++++ Data extract ++++
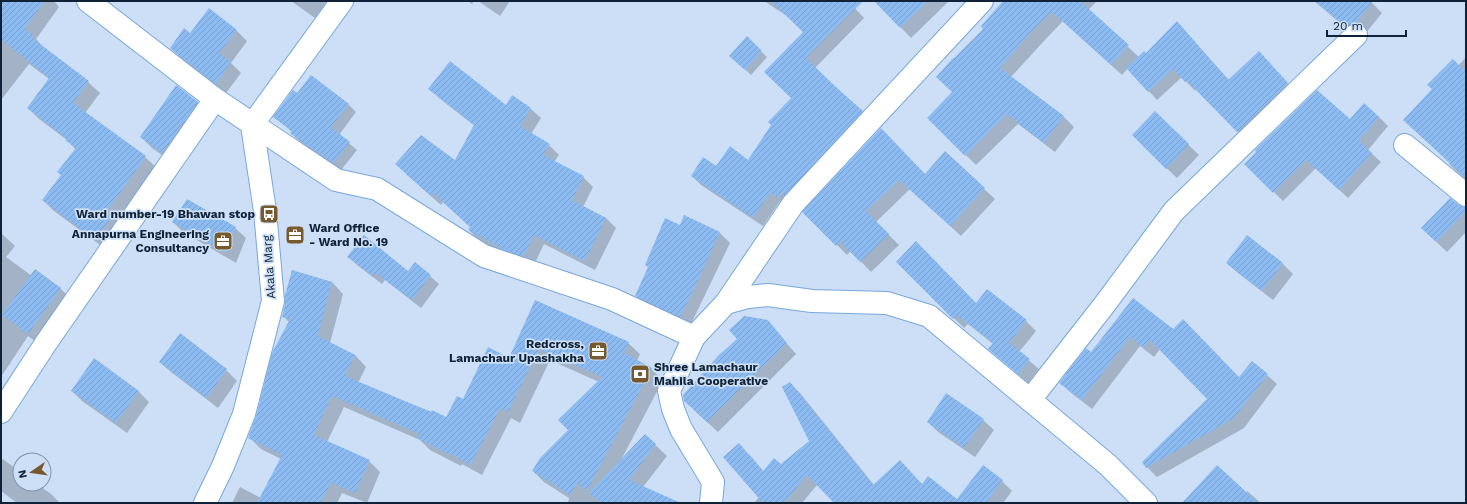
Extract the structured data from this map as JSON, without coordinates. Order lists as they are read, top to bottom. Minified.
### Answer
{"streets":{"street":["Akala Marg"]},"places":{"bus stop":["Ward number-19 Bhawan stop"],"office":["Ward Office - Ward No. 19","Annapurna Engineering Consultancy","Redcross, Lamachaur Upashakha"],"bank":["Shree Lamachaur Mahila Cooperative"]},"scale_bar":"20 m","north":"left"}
++++
Only the text of the listing should be returned, exactly and in full; no image goes into the copy.

Extract the structured data from this map as JSON, without coordinates. Order lists as they are read, top to bottom. Minified.
### Answer
{"streets":{"street":["Akala Marg"]},"places":{"bus stop":["Ward number-19 Bhawan stop"],"office":["Ward Office - Ward No. 19","Annapurna Engineering Consultancy","Redcross, Lamachaur Upashakha"],"bank":["Shree Lamachaur Mahila Cooperative"]},"scale_bar":"20 m","north":"left"}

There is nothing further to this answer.